Fueling America’s greatness requires access to domestic sources of clean, affordable, and reliable energy. Unleashing these abundant energy resources will require investment in next-generation energy technologies to efficiently convert them into useful energy services (e.g., light, heat, mobility, power, etc.). Agencies should invest in early-stage, innovative technologies that show promise in harnessing American energy resources safely and efficiently. Federally funded energy R&D should continue to reflect an increased reliance on the private sector to fund later-stage research, development, and commercialization of energy technologies. Agencies should invest in user facilities that can improve collaboration with industry and academia and achieve advancements across the full spectrum of discovery, from incremental improvements to game­ changing breakthroughs.

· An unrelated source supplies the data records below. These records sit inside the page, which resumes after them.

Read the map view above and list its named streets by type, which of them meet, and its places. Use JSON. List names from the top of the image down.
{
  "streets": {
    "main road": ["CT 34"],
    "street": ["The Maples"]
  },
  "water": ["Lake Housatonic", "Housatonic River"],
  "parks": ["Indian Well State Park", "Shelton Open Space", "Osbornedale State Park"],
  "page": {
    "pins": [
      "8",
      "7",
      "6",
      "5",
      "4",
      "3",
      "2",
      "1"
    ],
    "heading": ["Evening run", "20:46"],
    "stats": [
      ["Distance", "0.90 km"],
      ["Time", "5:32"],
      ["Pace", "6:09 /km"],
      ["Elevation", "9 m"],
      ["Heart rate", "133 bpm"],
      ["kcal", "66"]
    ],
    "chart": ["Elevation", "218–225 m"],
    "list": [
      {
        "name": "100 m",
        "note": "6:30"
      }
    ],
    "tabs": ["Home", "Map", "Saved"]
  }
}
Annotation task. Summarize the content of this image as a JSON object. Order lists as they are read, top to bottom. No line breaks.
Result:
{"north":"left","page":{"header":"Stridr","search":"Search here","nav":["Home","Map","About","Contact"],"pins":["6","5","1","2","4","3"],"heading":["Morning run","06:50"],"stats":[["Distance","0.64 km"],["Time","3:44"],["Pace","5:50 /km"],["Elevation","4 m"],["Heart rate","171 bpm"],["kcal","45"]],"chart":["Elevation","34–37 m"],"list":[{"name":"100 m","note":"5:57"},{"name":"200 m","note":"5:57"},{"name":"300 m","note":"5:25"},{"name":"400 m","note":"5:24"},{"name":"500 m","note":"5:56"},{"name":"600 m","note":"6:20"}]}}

Comparing versions year-on-year, or even better, from different administrations, yields further insights. For example, here’s a link to an Obama-era edition, dated July 9, 2015, listing multi-agency S&T priorities for FY 2017:

  • Global climate change
  • Clean energy
  • Earth observations.
  • Advanced manufacturing and industries of the future
  • Innovation in life sciences, biology, and neuroscience
  • National and homeland security
  • Information technology and high-performance computing
  • Ocean and Arctic issues
  • R&D for informed policy-making and management

It also devotes separate attention to the following topics:

  • R&D Infrastructure
  • Other R&D Program Guidance
  • STEM Education Guidance

Some priorities appear on only one or the other list. Space exploration. Global climate change. Earth observations. Ocean and Arctic. Other priorities may be labeled slightly differently but clearly are common to both: National security. Information technology. Manufacturing. Life sciences/medical innovation. Energy.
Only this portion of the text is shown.